Le 22 novembre 2012, Pierre PELOUZET a été nommé Médiateur des relations interentreprises par décret du Président de la République et placé sous la tutelle d’Arnaud MONTEBOURG, ministre du Redressement productif. Pierre PELOUZET est Président de la CDAF depuis août 2006 (Compagnie des dirigeants et acheteurs de France) et a d’ailleurs co-écrit la Charte des relations inter-entreprises en 2009. Il est également Vice-Président de Pacte PME, de l’Obsar (Observatoire des achats responsables) et à la tête de l’association Pas@Pas pour des achats solidaires. Depuis 2007, il occupait le poste de Directeur Achats Groupe de la SNCF (soit 12 milliards d’euros de dépenses – 700 acheteurs). Précédemment, il fut Directeur des Achats du groupe CEGELEC et Directeur des Achats France et Europe du Sud du groupe EXXON MOBIL. Auparavant, il y a également exercé diverses fonctions dans les achats et le marketing à travers le monde (Londres, Afrique, Nouvelle Orléans, Washington). Diplômé d’une maîtrise en sciences économiques, de l’ISG (Institut supérieur de gestion) et de l’INSEAD, il a débuté sa carrière dans la division biomédicale du groupe HITACHI.

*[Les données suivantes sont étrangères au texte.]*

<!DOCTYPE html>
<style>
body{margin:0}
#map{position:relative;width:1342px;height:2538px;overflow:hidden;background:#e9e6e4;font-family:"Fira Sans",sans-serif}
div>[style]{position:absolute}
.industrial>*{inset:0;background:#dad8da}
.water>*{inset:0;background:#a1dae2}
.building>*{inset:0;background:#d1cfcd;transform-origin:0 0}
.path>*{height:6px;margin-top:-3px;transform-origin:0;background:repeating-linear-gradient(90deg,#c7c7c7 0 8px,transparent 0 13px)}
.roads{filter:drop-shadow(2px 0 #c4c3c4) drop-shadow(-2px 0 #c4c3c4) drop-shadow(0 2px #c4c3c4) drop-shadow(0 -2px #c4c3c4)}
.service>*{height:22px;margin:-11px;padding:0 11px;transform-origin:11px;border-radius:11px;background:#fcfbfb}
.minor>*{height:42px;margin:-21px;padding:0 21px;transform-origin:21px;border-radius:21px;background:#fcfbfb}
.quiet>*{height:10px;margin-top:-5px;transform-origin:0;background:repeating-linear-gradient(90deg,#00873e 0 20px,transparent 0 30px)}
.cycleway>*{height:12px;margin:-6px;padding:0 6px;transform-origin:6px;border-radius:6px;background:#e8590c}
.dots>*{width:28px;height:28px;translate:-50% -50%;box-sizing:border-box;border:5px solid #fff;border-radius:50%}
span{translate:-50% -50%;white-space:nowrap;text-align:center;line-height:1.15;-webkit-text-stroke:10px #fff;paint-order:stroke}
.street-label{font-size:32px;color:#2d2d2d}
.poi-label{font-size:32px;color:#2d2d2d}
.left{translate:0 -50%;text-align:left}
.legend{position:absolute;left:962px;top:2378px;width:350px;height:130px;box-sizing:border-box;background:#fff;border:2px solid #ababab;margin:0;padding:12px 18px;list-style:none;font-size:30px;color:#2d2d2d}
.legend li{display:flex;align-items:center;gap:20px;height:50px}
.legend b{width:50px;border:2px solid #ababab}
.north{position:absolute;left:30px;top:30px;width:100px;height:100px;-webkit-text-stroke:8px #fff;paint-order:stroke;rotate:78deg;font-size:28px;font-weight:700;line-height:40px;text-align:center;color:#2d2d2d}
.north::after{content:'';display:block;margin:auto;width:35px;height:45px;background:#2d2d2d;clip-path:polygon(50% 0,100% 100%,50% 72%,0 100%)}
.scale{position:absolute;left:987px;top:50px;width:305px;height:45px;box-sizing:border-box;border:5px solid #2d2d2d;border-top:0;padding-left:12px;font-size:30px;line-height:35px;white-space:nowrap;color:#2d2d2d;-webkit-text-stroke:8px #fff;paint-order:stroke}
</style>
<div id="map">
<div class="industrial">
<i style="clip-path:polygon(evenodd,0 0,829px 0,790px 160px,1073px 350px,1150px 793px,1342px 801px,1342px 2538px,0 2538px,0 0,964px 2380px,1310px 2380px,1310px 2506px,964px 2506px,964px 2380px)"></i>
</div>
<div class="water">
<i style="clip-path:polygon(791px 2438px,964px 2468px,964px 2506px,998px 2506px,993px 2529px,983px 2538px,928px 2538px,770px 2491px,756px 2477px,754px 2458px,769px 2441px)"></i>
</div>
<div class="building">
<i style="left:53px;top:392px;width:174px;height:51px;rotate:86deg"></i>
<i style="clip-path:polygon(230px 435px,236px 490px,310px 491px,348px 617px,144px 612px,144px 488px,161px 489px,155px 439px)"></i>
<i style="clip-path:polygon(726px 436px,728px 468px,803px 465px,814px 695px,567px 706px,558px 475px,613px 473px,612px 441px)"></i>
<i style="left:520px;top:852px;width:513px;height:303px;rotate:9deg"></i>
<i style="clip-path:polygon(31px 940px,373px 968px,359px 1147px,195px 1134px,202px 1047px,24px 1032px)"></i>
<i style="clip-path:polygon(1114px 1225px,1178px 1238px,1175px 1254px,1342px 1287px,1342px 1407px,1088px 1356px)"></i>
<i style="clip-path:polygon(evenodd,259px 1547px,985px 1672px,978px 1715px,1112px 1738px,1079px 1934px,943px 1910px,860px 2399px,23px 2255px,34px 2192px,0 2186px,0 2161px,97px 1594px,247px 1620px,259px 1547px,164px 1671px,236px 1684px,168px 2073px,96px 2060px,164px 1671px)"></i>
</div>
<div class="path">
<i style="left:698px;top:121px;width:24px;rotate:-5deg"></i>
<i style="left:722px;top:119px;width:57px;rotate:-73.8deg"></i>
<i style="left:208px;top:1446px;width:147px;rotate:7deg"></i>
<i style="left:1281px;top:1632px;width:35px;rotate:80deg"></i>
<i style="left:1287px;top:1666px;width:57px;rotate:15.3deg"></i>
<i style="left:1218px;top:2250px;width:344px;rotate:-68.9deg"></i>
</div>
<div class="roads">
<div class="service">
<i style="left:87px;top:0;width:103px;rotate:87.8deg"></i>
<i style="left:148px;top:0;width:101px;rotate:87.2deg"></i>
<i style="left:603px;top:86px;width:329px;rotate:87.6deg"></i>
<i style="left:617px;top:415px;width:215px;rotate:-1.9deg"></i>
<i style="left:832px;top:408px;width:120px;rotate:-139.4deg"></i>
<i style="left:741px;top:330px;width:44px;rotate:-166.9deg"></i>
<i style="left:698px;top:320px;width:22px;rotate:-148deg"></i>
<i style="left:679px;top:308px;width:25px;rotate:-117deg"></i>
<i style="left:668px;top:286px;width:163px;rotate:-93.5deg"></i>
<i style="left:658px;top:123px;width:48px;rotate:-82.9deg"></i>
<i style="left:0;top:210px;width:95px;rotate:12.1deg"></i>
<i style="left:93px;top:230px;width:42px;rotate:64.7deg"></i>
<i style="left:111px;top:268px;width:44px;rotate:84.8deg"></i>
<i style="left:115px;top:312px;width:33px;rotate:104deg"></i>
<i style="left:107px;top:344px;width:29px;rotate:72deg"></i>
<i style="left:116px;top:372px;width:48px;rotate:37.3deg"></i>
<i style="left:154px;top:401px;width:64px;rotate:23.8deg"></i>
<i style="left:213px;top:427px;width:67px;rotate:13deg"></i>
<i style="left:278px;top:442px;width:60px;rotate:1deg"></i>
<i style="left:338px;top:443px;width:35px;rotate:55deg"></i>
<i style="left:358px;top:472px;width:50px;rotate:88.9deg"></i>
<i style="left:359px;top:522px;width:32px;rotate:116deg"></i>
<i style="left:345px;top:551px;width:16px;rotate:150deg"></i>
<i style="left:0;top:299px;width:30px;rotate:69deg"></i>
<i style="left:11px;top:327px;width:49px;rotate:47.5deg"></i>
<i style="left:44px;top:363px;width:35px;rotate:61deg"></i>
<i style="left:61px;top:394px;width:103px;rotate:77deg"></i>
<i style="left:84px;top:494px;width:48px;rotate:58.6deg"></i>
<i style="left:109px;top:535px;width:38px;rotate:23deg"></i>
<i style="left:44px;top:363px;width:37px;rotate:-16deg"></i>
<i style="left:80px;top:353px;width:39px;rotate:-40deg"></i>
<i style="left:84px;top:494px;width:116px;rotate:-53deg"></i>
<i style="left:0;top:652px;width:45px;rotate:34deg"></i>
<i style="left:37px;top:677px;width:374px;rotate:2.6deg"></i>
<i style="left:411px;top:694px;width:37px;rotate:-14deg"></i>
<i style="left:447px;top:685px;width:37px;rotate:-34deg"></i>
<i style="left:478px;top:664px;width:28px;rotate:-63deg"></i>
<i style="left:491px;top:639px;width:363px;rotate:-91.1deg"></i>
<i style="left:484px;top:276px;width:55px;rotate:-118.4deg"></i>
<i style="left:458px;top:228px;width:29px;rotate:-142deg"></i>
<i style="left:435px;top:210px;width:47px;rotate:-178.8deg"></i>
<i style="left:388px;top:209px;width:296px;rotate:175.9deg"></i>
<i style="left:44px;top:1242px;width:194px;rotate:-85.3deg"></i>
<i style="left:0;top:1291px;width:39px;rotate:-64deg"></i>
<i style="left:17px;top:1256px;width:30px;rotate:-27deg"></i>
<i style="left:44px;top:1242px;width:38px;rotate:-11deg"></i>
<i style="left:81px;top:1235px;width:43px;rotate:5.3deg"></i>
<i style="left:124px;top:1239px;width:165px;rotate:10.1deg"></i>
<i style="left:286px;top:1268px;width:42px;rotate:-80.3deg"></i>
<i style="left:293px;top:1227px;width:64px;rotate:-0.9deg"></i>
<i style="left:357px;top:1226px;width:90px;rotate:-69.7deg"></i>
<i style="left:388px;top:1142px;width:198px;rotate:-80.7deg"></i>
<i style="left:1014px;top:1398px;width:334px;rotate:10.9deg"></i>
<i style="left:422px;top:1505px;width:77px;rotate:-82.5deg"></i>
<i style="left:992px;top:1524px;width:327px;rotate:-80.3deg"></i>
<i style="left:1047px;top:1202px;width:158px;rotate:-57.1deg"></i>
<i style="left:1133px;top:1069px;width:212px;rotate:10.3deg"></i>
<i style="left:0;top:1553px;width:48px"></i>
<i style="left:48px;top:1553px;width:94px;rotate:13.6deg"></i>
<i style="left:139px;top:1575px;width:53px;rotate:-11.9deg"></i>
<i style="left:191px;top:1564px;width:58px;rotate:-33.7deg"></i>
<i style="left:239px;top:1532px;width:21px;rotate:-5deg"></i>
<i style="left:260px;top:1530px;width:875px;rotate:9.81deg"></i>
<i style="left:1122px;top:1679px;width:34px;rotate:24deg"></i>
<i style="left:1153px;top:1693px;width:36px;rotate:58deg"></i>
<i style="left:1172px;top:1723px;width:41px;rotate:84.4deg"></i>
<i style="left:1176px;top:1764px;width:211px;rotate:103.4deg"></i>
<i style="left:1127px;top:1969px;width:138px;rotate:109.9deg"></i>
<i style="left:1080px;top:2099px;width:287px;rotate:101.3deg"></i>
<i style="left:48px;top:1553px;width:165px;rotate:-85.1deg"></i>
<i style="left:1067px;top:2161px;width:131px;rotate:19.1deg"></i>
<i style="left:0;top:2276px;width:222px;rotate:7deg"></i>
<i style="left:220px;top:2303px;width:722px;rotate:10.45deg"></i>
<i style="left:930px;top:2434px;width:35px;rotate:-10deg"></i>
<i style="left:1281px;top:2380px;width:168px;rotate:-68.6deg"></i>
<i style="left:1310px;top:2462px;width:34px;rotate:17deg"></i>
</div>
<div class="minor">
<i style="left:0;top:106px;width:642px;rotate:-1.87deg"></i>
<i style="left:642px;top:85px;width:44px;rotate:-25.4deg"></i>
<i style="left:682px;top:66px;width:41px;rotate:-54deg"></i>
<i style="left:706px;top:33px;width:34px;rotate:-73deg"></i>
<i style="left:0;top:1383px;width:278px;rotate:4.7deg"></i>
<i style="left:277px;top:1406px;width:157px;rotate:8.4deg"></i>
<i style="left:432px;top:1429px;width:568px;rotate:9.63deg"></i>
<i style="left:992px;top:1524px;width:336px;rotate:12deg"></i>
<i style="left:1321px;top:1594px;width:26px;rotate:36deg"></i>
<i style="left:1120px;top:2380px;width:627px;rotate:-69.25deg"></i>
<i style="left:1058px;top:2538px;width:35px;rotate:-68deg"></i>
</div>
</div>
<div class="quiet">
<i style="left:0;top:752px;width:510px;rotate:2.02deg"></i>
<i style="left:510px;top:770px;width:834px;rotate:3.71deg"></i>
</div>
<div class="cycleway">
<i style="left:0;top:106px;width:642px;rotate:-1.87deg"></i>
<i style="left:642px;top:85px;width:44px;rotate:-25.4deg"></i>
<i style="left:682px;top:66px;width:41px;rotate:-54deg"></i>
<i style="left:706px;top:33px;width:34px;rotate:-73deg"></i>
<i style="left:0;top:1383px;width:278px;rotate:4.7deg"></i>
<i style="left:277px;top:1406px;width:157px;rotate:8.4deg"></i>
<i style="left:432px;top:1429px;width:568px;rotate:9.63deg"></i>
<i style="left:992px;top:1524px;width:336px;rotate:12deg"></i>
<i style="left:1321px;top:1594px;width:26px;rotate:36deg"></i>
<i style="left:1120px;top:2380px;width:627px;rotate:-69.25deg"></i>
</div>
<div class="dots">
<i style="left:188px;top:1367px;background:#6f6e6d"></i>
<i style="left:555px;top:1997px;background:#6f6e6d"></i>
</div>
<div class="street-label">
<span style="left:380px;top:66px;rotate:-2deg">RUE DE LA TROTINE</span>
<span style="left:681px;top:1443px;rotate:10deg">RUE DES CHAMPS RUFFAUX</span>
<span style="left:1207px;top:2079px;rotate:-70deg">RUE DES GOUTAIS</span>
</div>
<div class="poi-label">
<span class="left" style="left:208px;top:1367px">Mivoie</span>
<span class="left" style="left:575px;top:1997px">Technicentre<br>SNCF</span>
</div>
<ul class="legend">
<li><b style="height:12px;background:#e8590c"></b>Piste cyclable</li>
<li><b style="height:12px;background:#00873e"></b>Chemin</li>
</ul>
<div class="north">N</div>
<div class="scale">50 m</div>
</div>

Biographie de François Perret

François Perret est Directeur général de Pacte PME depuis février 2015. Diplômé de Sciences Po (Paris) et ancien élève de l’ENA (promotion Robert Badinter), il a occupé plusieurs fonctions au sein du ministère de l’Economie et des Finances, dont celle de Conseiller PME de la ministre chargée des PME, de l’Innovation et de l’Economie numérique (2012-2014). Il est l’auteur de « Pour en finir avec la stagnation économique française » (L’Harmattan, février 2017) et intervient comme chroniqueur chez Forbes (France) depuis le début de l’année.